The CloudStrike outage: a tale of trust & tradeoffs🍋
The internet is surprising: fragile yet hard to fix
“CrowdStrike failure: Kiwis wake after night of chaos following global IT outage.” So reported the NZ Herald Saturday morning. Details of the underlying cause of the outage — characterised by some as the biggest ever — are slowly emerging.1 At this stage the outage appears to have been caused by an error by well-intentioned “good” actors, rather than a malicious act by “bad” actors.
To summarise this post, Microsoft, in conjunction with security software providers such as CloudStrike, appear to have built a fast-response system to permit a robust response to emerging global cybersecurity attacks. It was this system, however, that backfired. An error in a small software component caused the type and scale of outage that the system was designed to avert.
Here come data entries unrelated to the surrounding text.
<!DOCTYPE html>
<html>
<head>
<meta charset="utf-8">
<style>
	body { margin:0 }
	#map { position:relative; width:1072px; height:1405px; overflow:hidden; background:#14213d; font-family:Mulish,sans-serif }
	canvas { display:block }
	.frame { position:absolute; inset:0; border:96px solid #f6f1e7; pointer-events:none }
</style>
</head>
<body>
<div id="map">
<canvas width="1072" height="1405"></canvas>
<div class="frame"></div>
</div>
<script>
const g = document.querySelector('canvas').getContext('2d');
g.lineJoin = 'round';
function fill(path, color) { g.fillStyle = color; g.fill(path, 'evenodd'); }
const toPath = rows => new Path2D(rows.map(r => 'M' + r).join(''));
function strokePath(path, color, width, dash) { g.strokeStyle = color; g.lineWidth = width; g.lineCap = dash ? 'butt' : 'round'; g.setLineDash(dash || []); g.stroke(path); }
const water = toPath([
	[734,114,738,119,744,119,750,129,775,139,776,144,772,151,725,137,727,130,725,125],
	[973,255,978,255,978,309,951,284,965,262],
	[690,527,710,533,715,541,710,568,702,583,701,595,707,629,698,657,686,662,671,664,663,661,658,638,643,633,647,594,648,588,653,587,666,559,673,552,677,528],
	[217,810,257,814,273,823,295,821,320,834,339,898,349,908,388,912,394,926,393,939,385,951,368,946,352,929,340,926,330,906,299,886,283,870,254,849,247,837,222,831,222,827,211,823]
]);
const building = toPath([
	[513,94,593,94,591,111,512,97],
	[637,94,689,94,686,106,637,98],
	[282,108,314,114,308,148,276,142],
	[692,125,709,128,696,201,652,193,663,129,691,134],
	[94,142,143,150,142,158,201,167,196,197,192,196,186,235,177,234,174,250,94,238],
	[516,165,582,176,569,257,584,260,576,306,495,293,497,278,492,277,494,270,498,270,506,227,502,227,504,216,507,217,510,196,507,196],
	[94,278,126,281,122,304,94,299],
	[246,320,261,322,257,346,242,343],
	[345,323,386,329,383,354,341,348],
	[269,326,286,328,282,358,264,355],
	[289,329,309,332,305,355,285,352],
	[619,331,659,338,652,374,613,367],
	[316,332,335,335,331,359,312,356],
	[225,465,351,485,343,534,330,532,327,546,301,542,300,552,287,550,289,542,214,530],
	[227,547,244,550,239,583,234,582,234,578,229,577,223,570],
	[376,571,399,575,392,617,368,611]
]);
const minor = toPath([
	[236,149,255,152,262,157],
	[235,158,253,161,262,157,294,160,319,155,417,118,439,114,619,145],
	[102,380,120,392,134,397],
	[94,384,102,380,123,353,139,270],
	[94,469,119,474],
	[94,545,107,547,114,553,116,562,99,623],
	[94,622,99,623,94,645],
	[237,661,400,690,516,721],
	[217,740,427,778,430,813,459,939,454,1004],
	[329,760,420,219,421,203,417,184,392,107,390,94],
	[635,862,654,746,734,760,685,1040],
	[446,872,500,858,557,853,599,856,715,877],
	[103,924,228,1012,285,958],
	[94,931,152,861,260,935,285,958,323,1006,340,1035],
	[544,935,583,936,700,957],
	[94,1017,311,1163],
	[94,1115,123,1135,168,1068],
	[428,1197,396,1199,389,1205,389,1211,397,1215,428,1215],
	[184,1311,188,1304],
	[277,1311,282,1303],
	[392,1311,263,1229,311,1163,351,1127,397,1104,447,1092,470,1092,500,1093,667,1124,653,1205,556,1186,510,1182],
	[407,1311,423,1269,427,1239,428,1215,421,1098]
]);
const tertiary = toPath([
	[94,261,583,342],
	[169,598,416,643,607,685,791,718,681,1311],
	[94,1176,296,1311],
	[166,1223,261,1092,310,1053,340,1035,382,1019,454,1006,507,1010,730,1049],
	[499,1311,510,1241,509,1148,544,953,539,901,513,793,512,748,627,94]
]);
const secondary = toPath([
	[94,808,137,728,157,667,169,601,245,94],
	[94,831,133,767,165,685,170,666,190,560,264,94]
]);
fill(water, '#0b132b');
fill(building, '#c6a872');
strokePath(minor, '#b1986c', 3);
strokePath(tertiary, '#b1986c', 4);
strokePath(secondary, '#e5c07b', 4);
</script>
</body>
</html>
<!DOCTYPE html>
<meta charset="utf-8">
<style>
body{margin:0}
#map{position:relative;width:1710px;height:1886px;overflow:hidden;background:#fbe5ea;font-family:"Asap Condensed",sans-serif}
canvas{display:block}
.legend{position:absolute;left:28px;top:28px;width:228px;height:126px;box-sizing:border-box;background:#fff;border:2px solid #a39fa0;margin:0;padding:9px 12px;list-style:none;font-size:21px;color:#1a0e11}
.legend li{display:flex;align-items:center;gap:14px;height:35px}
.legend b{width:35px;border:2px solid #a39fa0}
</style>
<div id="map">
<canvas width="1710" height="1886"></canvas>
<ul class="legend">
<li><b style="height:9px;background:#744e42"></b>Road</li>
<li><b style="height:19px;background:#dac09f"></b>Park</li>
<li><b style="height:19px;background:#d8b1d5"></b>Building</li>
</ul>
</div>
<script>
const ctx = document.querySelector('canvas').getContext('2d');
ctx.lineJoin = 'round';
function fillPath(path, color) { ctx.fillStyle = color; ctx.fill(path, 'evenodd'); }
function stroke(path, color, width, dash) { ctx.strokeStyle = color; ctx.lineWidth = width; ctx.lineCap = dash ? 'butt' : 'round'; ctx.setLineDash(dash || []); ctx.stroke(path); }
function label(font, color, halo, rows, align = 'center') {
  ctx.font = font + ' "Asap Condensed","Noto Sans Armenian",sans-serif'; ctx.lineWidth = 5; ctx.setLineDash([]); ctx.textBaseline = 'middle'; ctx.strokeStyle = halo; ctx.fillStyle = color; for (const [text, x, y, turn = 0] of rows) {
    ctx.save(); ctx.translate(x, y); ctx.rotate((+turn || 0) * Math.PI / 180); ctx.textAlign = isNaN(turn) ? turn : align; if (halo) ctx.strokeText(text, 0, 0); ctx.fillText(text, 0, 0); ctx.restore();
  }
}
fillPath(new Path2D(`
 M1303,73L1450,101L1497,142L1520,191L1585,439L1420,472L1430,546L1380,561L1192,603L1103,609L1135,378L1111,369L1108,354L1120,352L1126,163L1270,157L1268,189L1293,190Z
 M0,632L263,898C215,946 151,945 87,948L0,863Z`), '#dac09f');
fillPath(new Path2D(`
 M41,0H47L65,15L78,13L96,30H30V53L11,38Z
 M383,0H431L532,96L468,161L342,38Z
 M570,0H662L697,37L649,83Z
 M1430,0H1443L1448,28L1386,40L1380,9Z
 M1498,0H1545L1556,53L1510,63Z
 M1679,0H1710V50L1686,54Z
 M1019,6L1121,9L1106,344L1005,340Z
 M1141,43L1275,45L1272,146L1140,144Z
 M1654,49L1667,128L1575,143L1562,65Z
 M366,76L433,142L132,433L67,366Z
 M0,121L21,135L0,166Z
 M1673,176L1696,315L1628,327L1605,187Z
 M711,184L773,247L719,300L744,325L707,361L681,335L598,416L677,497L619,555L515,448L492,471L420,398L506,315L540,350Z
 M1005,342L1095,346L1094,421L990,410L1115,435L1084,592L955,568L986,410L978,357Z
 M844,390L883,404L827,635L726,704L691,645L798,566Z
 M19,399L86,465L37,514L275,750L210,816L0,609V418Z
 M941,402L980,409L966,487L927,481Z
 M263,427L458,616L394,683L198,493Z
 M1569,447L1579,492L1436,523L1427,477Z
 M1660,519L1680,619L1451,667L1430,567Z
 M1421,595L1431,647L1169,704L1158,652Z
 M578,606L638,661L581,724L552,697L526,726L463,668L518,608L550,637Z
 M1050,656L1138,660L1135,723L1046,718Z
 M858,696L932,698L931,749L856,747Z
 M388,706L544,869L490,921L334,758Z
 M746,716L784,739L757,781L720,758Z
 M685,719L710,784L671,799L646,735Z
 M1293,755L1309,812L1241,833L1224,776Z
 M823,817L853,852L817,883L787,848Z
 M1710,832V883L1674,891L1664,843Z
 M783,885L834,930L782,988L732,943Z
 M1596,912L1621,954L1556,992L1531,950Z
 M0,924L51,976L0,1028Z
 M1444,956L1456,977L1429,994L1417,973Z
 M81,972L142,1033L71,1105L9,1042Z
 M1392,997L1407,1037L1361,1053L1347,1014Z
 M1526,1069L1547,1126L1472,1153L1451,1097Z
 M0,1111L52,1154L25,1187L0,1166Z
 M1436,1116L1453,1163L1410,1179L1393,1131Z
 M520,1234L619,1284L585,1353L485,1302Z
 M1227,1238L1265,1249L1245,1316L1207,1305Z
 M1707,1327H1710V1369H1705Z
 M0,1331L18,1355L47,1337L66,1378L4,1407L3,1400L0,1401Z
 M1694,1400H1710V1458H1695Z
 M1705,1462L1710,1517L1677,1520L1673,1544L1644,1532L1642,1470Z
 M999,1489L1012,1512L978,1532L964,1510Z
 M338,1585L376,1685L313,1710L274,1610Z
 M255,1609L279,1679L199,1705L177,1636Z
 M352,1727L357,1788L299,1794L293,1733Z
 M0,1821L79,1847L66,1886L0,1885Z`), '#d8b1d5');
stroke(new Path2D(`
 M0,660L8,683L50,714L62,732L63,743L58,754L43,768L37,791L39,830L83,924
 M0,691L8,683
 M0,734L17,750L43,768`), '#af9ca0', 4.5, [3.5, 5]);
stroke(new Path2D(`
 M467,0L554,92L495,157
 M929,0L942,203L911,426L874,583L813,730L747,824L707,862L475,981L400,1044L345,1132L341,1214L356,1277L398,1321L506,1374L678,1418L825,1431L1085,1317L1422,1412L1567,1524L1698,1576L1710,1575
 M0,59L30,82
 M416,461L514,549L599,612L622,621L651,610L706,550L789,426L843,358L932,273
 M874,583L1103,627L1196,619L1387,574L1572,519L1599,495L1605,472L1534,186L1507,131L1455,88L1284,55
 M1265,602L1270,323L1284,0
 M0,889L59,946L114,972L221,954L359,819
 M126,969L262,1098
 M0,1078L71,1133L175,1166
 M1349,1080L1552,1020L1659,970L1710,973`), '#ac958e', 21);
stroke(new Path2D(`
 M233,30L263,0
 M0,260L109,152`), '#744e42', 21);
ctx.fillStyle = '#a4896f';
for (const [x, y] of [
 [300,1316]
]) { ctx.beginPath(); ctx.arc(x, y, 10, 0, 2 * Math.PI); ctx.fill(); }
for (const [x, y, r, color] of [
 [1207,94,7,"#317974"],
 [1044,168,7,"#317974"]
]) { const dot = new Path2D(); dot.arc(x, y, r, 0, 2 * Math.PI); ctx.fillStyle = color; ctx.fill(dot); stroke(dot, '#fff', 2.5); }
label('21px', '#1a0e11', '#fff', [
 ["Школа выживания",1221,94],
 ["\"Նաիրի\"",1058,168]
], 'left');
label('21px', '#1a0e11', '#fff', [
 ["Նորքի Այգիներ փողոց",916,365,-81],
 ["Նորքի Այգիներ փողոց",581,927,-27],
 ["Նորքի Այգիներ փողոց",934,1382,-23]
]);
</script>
There are tradeoffs in designing a fast-response system. High levels of trust are required between all participants.
The detailed story
Falling back on my previous life as an IT nerd …
Cybersecurity firm CrowdStrike shipped an update to its Falcon Sensor software at 4:09pm on 19 July (NZST). That update contained a bug (i.e. a software error with undesirable consequences), which causes Windows computers with Falcon installed to stop working — typically displaying a “blue screen of death”. CrowdStrike issued a corrected update just 78 minutes later; but the adversely affected computers still required manual intervention, in some cases technically complex, to restore them to normal operation.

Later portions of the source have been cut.